Content starts
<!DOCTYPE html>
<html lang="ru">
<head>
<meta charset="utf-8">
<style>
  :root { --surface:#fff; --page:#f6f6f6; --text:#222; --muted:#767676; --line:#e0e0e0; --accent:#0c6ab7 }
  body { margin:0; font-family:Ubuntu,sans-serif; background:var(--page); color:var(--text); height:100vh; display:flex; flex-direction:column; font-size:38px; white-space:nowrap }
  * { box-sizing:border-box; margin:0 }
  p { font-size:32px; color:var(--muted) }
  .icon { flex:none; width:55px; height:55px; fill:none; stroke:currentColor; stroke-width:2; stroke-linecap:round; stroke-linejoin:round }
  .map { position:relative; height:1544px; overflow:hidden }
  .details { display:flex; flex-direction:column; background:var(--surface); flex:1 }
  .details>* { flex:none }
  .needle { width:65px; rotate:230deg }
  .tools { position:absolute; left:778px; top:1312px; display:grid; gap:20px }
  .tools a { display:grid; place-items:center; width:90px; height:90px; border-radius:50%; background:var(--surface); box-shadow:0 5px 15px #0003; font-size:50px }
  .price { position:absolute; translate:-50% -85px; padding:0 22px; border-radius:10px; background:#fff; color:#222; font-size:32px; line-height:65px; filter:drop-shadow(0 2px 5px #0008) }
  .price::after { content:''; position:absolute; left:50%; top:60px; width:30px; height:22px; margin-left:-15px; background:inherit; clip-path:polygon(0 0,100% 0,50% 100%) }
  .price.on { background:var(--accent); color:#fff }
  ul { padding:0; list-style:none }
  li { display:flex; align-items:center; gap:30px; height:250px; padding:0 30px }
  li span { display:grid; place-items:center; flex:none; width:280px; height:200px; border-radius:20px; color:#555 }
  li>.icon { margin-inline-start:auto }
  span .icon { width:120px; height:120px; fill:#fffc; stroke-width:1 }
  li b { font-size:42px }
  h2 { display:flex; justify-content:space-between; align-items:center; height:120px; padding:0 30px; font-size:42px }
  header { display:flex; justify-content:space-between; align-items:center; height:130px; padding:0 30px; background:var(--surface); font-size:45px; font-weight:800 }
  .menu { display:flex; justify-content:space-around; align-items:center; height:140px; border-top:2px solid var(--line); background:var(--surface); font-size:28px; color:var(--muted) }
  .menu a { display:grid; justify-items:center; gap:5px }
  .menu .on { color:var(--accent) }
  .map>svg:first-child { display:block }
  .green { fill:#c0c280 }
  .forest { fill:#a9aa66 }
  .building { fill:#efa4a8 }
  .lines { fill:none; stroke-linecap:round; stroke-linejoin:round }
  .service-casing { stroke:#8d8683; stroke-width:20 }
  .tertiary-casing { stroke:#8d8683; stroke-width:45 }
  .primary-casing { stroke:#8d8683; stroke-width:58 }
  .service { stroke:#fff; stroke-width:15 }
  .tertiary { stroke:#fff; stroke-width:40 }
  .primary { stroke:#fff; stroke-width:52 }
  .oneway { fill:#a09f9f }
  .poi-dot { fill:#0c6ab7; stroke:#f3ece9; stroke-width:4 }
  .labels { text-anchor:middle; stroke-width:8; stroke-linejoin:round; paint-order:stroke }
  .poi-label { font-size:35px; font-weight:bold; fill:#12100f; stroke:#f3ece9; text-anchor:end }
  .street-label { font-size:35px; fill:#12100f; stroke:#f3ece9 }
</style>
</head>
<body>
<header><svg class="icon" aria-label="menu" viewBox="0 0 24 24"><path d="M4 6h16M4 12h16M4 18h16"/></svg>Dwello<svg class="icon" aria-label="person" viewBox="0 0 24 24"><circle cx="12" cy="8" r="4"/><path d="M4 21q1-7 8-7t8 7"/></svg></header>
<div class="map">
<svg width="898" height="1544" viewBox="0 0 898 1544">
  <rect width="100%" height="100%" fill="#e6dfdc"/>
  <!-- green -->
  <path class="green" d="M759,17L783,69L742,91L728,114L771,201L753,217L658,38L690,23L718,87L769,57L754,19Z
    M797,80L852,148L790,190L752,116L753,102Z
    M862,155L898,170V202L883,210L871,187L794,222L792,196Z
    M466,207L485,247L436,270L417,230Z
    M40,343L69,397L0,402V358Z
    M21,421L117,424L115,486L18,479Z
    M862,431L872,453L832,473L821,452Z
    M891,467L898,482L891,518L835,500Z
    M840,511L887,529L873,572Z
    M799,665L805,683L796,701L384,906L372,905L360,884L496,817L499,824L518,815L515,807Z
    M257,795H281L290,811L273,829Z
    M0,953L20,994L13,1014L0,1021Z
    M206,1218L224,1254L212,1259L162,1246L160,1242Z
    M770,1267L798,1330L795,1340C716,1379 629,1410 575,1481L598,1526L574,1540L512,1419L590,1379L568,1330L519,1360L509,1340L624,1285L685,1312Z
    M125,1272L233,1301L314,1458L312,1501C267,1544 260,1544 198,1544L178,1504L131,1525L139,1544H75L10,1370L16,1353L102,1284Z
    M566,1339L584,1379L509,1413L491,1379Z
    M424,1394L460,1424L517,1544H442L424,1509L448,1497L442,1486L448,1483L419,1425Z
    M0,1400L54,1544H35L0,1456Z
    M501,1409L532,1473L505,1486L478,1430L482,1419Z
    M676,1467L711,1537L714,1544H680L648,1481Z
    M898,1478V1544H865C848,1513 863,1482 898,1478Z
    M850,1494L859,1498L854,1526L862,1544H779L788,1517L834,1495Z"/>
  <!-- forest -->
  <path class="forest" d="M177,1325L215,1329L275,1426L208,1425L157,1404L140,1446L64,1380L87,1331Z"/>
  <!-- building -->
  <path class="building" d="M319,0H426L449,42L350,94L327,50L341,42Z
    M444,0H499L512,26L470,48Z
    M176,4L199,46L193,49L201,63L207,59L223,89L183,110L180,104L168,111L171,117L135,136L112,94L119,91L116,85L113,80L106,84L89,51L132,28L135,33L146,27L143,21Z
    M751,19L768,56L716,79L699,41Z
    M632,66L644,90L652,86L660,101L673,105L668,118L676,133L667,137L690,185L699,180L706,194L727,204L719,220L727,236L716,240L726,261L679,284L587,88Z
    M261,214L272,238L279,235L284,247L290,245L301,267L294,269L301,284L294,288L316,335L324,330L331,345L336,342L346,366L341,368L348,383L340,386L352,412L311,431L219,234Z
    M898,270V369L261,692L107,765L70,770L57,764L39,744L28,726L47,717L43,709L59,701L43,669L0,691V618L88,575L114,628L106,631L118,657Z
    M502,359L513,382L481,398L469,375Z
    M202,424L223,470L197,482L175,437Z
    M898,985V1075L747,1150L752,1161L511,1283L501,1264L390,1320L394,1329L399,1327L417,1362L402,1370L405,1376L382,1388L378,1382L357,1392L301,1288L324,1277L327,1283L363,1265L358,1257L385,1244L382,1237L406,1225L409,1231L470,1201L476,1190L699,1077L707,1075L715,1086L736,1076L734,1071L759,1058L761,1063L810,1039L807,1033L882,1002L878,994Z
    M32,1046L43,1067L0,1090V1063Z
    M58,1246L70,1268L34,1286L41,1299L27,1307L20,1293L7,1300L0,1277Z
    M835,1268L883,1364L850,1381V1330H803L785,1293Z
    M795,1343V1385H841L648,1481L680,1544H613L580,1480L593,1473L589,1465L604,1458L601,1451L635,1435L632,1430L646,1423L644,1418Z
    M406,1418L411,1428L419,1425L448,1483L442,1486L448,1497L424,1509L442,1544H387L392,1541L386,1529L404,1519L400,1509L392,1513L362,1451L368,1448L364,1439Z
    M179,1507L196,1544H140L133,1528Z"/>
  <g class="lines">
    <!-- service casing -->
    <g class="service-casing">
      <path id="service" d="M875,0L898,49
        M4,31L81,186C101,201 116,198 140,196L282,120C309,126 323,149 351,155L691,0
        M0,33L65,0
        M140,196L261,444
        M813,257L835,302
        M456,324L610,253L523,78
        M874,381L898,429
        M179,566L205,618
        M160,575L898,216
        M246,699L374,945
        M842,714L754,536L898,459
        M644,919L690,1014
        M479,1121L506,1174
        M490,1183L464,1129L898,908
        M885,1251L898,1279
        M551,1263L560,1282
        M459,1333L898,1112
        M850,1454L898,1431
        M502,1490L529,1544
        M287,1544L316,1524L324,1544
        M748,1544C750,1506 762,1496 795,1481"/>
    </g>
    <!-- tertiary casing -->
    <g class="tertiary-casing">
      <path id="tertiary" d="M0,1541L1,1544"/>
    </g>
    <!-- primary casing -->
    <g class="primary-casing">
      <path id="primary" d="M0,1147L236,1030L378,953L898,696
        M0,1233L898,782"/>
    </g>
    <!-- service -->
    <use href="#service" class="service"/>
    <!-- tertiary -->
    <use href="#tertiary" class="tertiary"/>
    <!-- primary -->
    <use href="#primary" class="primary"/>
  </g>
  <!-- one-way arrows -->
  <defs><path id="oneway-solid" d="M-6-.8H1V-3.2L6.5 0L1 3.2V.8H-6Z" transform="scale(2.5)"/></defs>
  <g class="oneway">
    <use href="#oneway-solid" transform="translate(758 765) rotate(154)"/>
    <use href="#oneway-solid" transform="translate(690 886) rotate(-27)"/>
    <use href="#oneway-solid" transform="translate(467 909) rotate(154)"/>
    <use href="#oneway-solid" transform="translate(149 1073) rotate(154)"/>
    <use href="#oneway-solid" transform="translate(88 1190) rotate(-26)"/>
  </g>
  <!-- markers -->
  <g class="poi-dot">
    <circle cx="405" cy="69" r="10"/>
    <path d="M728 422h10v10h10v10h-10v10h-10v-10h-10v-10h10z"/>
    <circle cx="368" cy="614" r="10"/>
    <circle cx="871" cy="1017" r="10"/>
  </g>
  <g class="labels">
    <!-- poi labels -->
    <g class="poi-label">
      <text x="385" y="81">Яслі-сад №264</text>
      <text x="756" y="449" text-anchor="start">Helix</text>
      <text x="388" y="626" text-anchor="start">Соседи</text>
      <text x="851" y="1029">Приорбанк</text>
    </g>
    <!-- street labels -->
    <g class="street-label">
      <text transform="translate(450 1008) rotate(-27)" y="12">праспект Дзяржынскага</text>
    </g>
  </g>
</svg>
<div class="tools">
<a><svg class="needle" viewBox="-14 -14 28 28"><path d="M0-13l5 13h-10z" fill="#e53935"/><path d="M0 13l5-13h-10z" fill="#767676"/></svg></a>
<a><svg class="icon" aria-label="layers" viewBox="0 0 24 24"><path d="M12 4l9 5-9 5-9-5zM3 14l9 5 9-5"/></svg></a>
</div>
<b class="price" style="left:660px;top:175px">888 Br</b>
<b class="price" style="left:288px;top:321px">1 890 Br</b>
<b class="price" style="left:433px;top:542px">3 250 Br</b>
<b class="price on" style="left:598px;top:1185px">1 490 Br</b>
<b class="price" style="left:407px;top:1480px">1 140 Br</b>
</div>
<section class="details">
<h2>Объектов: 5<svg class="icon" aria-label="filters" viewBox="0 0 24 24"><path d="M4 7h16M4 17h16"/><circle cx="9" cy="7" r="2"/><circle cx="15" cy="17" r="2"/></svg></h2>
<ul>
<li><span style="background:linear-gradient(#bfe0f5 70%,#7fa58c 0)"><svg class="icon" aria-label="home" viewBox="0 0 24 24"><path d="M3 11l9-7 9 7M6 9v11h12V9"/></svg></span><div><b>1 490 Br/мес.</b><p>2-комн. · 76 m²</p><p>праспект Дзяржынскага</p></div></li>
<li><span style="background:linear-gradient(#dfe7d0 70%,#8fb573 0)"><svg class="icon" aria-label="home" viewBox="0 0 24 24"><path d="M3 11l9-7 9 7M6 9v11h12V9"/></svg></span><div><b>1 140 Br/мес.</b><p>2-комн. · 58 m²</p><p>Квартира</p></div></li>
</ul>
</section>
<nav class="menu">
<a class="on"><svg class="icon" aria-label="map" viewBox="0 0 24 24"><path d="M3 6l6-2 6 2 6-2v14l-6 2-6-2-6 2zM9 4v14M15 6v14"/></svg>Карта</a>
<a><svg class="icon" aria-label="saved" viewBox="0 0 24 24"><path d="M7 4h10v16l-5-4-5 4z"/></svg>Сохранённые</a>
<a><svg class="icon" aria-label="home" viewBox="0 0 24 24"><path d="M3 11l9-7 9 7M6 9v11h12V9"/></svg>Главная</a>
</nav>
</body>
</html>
Content ends
- _TASK OBJECTIVE_
Everything from the first line of the records above through the line containing "justify-content:space-between; align-items:center; height:130px;" should be restated word for word; leave out all other lines.

- _TASK RESPONSE_
<!DOCTYPE html>
<html lang="ru">
<head>
<meta charset="utf-8">
<style>
  :root { --surface:#fff; --page:#f6f6f6; --text:#222; --muted:#767676; --line:#e0e0e0; --accent:#0c6ab7 }
  body { margin:0; font-family:Ubuntu,sans-serif; background:var(--page); color:var(--text); height:100vh; display:flex; flex-direction:column; font-size:38px; white-space:nowrap }
  * { box-sizing:border-box; margin:0 }
  p { font-size:32px; color:var(--muted) }
  .icon { flex:none; width:55px; height:55px; fill:none; stroke:currentColor; stroke-width:2; stroke-linecap:round; stroke-linejoin:round }
  .map { position:relative; height:1544px; overflow:hidden }
  .details { display:flex; flex-direction:column; background:var(--surface); flex:1 }
  .details>* { flex:none }
  .needle { width:65px; rotate:230deg }
  .tools { position:absolute; left:778px; top:1312px; display:grid; gap:20px }
  .tools a { display:grid; place-items:center; width:90px; height:90px; border-radius:50%; background:var(--surface); box-shadow:0 5px 15px #0003; font-size:50px }
  .price { position:absolute; translate:-50% -85px; padding:0 22px; border-radius:10px; background:#fff; color:#222; font-size:32px; line-height:65px; filter:drop-shadow(0 2px 5px #0008) }
  .price::after { content:''; position:absolute; left:50%; top:60px; width:30px; height:22px; margin-left:-15px; background:inherit; clip-path:polygon(0 0,100% 0,50% 100%) }
  .price.on { background:var(--accent); color:#fff }
  ul { padding:0; list-style:none }
  li { display:flex; align-items:center; gap:30px; height:250px; padding:0 30px }
  li span { display:grid; place-items:center; flex:none; width:280px; height:200px; border-radius:20px; color:#555 }
  li>.icon { margin-inline-start:auto }
  span .icon { width:120px; height:120px; fill:#fffc; stroke-width:1 }
  li b { font-size:42px }
  h2 { display:flex; justify-content:space-between; align-items:center; height:120px; padding:0 30px; font-size:42px }
  header { display:flex; justify-content:space-between; align-items:center; height:130px; padding:0 30px; background:var(--surface); font-size:45px; font-weight:800 }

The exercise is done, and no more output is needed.